The Portuguese government will sell the TV license of RTP 2. This information was published this Saturday by the Portuguese weekly “Expresso”.

According to the newspaper, there is little doubt, even within RTP, that this privatization process will take place.

The license will be sold in a tender that the government plans to launch later this year.

RTP historic ( (c) wikicommons)

Rádio e Televisão de Portugal, commonly known as RTP, is Portugal’s public service broadcasting organization. It operates four terrestrial television channels and three national radio channels. RTP is a state-owned corporation funded by television advertising revenues, government grants and a broadcasting contribution tax, which is incorporated in electricity bills. RTP’s first TV channel was established in 1956. 1968 saw the opening of a second television channel, RTP2. Two new regional channels were created in 1972, serving the Portuguese archipelagos of Madeira and Azores.

For those who are not familiar with the Portuguese TV landscape, the news of RTP 2’s closure is indeed somewhat of a scandal. Academics and filmmakers are horrified. As a filmmaker put it: “It’s the only channel where people can learn who Marilyn Monroe was”. RTP 2 is specialised in classical movies, documentaries, political debates and cultural programming.

According to “Expresso”, there will only be one public service TV channel from January 2013 onwwards and its programming will be very close to the existing one of RTP 1, thus not incorporating cultural programming. There has not been an official declaration to RTP from the Government yet. But sources say that the planning for the 2013 programming of RTP 2 is taking place at a minimal level and basically no content is being purchased or produced.
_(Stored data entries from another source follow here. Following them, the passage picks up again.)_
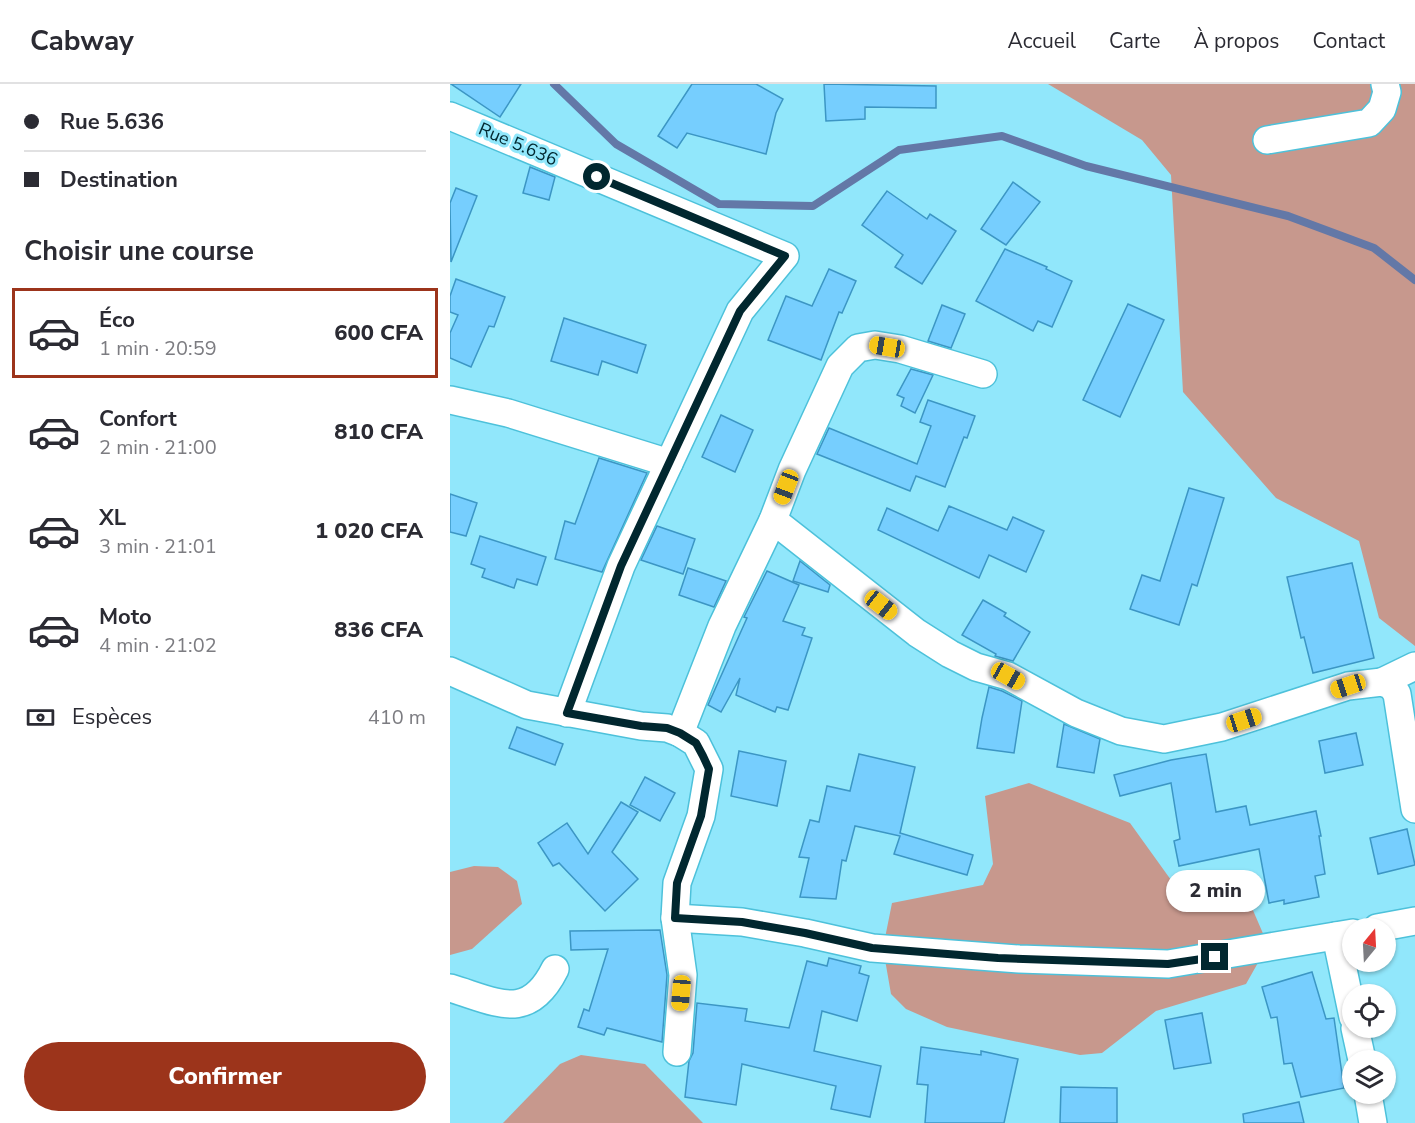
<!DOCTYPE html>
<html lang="fr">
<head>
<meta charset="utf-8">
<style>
	:root { --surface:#fff; --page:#f2f2f3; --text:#2b2b33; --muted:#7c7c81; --line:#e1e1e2; --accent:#9c341b }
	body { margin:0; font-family:"Nunito Sans",sans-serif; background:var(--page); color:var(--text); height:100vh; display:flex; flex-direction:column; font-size:22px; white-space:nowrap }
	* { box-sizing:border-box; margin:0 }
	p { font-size:20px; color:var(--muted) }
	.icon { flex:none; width:33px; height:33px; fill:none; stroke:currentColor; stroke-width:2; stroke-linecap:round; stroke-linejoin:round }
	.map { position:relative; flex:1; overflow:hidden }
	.drawer { display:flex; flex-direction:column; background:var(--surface); width:450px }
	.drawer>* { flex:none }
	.guide { display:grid; align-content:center; height:132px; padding:0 24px; background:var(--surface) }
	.needle { width:39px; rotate:18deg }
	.fabs { position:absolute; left:892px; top:834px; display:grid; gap:12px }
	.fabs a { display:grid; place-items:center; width:54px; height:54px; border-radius:50%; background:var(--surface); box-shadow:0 2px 4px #0004; font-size:30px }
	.end { position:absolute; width:27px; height:27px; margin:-14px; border:8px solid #01272f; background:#fff; box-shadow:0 0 0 3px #fff }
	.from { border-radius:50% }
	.bubble { position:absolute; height:42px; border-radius:21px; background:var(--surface); box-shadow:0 2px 4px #0004; font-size:20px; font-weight:800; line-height:42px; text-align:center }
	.car { position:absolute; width:18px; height:36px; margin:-18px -9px; border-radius:8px; box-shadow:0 0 4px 2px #0007; background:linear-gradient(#f5c518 24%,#345 0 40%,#f5c518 0 76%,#345 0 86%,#f5c518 0) }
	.guide b { display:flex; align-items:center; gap:21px; height:57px; font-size:22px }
	.guide b+b { border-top:2px solid var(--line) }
	.guide i { width:15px; height:15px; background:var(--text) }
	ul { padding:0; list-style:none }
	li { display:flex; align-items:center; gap:18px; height:90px; margin:0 12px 9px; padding:0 12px; border:3px solid transparent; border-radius:0px }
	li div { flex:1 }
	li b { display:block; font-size:22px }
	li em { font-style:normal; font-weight:800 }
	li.active { border-color:var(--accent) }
	li>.icon { width:54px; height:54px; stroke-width:1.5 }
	h2 { padding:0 24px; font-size:27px; line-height:72px }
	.pay { display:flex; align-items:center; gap:15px; height:66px; padding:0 24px; font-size:22px }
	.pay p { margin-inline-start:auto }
	.button { display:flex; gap:12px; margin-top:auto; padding:12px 24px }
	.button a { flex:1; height:69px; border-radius:36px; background:var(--accent); color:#fff; font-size:24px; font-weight:800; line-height:69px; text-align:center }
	header { display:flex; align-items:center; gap:36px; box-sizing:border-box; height:84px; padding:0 30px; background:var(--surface); border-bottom:2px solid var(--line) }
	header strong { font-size:28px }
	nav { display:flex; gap:33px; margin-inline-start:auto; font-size:21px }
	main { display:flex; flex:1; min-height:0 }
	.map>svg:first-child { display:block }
	.green { fill:#c7988d }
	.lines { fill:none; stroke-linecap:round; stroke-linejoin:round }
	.stream { stroke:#6378a7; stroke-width:8 }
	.building { fill:#76cefe; stroke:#3c96c4; stroke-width:1.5 }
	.street-casing { stroke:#4dc1da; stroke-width:30 }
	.street { stroke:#fff; stroke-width:27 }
	.route { stroke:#01272f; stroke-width:8 }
	.labels { text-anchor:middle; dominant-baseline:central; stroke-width:6; stroke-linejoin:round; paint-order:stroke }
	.street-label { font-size:18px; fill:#01272f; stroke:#91e7fb }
</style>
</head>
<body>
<header>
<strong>Cabway</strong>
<nav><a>Accueil</a><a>Carte</a><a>À propos</a><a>Contact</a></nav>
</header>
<main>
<section class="drawer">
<div class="guide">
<b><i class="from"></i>Rue 5.636</b>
<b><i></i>Destination</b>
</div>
<h2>Choisir une course</h2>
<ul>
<li class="active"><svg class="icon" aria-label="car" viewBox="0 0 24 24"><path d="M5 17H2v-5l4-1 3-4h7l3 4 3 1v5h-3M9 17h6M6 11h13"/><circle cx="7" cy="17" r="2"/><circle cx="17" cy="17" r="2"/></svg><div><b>Éco</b><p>1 min · 20:59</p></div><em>600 CFA</em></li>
<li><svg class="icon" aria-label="car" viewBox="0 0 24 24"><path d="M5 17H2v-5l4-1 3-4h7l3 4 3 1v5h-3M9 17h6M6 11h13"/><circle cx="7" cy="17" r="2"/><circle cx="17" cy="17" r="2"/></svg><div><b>Confort</b><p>2 min · 21:00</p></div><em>810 CFA</em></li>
<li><svg class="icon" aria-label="car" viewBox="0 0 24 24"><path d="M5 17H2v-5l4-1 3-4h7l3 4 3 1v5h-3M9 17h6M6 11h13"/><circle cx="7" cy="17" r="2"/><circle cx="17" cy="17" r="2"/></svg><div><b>XL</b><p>3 min · 21:01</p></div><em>1 020 CFA</em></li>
<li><svg class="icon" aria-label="car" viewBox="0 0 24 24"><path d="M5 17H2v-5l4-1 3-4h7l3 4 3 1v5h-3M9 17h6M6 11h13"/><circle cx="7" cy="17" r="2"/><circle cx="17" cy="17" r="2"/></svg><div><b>Moto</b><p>4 min · 21:02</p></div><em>836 CFA</em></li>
</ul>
<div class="pay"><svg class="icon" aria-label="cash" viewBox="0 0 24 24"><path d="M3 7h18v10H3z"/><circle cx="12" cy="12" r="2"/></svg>Espèces<p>410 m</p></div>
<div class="button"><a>Confirmer</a></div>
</section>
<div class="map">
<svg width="965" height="1039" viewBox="0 0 965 1039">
	<rect width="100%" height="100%" fill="#91e7fb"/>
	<!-- green -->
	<g class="green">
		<path d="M598 0H965V562L929 534 909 457 826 414 733 308 721 91 692 56Z"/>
		<path d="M579 699 680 739 721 796 767 786 789 794 818 861 796 900 706 927 652 969 630 971 497 943 456 925 441 910 433 864 442 819 533 801 543 780 535 712Z"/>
		<path d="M24 782 48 783 67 797 72 820 22 865 0 871V788Z"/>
		<path d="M131 971 195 980 253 1039H53L110 980Z"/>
	</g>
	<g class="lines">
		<!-- stream -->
		<path class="stream" d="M104 0 166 60 269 120 363 122 449 66 552 52 636 82 838 132 924 164 965 196"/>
	</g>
	<!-- building -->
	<g class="building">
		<path d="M1 0H71L50 33Z"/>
		<path d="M242 0H306L333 15 326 29 316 70 237 49 227 64 208 52Z"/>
		<path d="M374 0 486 2V24L415 23V35L376 37Z"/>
		<path d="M80 83 105 93 99 116 73 109Z"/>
		<path d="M563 98 590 118 556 161 531 145Z"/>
		<path d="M6 104 27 112 1 178 0 119Z"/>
		<path d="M437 107 477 135 480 130 506 147 472 200 445 183 453 171 412 141Z"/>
		<path d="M555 165 597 183 596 185 622 197 602 243 588 237 583 247 526 217Z"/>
		<path d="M379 185 406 197 392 229 389 228 371 276 318 256 336 212 362 222Z"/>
		<path d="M6 195 55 213 44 243 39 242 21 283 0 274V249L8 231 0 228V212Z"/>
		<path d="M678 220 714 236 670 333 633 316Z"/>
		<path d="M492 221 515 230 501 264 478 257Z"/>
		<path d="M114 234 196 261 187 289 152 277 148 291 101 277Z"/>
		<path d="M461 285 483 291 465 329 451 322 454 314 447 311Z"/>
		<path d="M478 316 525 332 517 354 514 353 495 403 466 392 460 407 367 370 379 344 467 380 481 342 470 338Z"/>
		<path d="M271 331 303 346 285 388 252 373Z"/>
		<path d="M149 374 197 389 152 488 105 475 115 437 125 440Z"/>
		<path d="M739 404 774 414 747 502 742 500 729 541 680 525 692 491 710 497Z"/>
		<path d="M0 410 27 419 16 452 0 448Z"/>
		<path d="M499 422 557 446 563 433 594 447 576 488 539 471 529 494 428 446 437 424 488 447Z"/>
		<path d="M207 442 245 455 233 490 191 476Z"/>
		<path d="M30 452 96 473 87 501 67 495 64 504 32 493 35 485 21 480Z"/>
		<path d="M350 477 380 501 378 508 343 497Z"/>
		<path d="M902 479 924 574 863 589 854 553 851 554 837 493Z"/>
		<path d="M238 484 276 497 264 523 229 511Z"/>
		<path d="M317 487 349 501 333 537 355 544 352 551 362 554 338 626 327 623 325 628 286 611 290 594 271 628 258 621 297 534 294 533Z"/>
		<path d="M533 516 556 529 554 532 580 548 563 577 545 572 546 570 512 551Z"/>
		<path d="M539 603 552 607 572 617 564 669 527 664 532 634Z"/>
		<path d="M614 640 650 655 644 689 607 683Z"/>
		<path d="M67 643 113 660 105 681 59 664Z"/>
		<path d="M906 649 913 681 875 689 869 657Z"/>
		<path d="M289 667 336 677 327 722 281 712Z"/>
		<path d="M409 670 465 683 450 749 523 771 517 791 444 770 450 752 405 742 396 777 392 776 386 815 350 813 359 774 349 773 360 736 369 738 377 702 400 707Z"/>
		<path d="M756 670 766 728 796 722 800 741 866 727 871 752H869L875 790 865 792 869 813 834 820V816L819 819 809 765 729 782 724 757 730 755 721 699 670 712 664 691 721 676Z"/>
		<path d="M195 693 225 709 210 737 180 721Z"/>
		<path d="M171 718 188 728 162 768 188 795 155 827 109 779 103 782 88 759 117 739 138 770Z"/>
		<path d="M957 745 965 781 928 790 920 754Z"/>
		<path d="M210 846 217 891 212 958 157 944 154 951 128 943 134 925 139 927 158 865 121 866 120 847Z"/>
		<path d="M379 874 411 882 409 889 419 892 407 937 372 927 364 967 431 982 420 1033 381 1025 386 1002 292 980 286 1021 235 1013 239 977 243 969 247 919 297 925 295 937 339 944 357 877 377 882Z"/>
		<path d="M862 888 876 935 884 934 894 1004 851 1013 842 979 834 980 827 933 821 934 812 903Z"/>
		<path d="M752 929 761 979 724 985 715 936Z"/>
		<path d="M471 963 531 971V967L568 975 554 1039H475L478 1001 467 1000Z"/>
		<path d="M611 1003 667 1004V1039H610Z"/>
		<path d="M849 1018 854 1039H794L793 1030Z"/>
	</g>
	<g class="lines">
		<!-- street casing -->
		<g class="street-casing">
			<g id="street">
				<path d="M0 32 335 172 290 227 171 482 117 629"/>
				<path d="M817 56 919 39 932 25 937 8 935 0"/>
				<path d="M0 316 58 329 219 379"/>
				<path d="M323 436 467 549 500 570 526 583 558 592 626 629 671 647 714 655 772 643 898 602 932 598 942 602 947 610 965 725"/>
				<path d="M0 587 77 621 191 642 217 644 230 649 246 659 259 685 251 732 227 799 225 834 233 891 227 968"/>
				<path d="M932 598 965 582"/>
				<path d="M230 649 272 542 323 436 342 386 390 282 408 264 425 261 450 265 533 290"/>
				<path d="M225 834 292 838 355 849 422 864 569 875 718 880 903 849"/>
				<path d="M927 844 965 837"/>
				<path d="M886 852 903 933"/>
				<path d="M0 904C47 918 78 939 105 885"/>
				<path d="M905 944 912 976"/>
				<path d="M918 1010 923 1039"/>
			</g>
		</g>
		<!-- street -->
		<use href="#street" class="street"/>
	</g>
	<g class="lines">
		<!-- route -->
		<path class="route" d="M147 93 335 172 290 227 171 482 117 629 191 642 217 644 230 649 246 659 253 672 259 685 251 732 227 799 225 834 292 838 355 849 422 864 548 874 718 880 765 873"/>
	</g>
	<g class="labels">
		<!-- street labels -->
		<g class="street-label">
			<text transform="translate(68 60) rotate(23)">Rue 5.636</text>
		</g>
	</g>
</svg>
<div class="fabs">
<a><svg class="needle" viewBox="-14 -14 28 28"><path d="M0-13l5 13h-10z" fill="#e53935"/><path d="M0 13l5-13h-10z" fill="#7c7c81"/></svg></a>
<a><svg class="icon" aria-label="locate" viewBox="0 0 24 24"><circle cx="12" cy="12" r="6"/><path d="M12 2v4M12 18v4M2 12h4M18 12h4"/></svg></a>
<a><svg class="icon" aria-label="layers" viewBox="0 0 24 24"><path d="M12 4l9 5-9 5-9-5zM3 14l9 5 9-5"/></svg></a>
</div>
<i class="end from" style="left:147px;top:93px"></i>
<i class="end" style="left:765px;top:873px"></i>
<div class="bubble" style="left:716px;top:786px;width:99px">2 min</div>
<i class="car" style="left:437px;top:263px;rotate:280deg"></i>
<i class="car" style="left:336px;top:403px;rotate:201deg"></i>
<i class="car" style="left:431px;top:521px;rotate:128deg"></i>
<i class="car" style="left:558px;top:592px;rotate:119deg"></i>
<i class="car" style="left:898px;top:602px;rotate:252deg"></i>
<i class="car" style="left:794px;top:636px;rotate:72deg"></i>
<i class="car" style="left:231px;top:909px;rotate:185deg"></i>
</div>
</main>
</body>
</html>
According to the news agency Lusa, the Boston Consulting Group will be responsible for the “strategic thinking of the public service media and for the strategic vision of the new RTP”.

For those who don’t have access to cable TV, this means a great loss of pluralism in the TV landscape. RTP 1 has changed its content in the past years, making it all too similiar of that of the private channels called TVi and SIC.

All of the three feature mainly game shows, reality shows, soap operas and Hollywood blockbusters. This is surely not the pluralistic access to relevant information for an electorate in a democratic country of the European Union one can wish for. Let’s be optimistic that “Expresso” was wrong in saying that the new RTP 1 will remain very similar to the current one and let’s hope to see at leat some of the political and cultural programming in the new channel.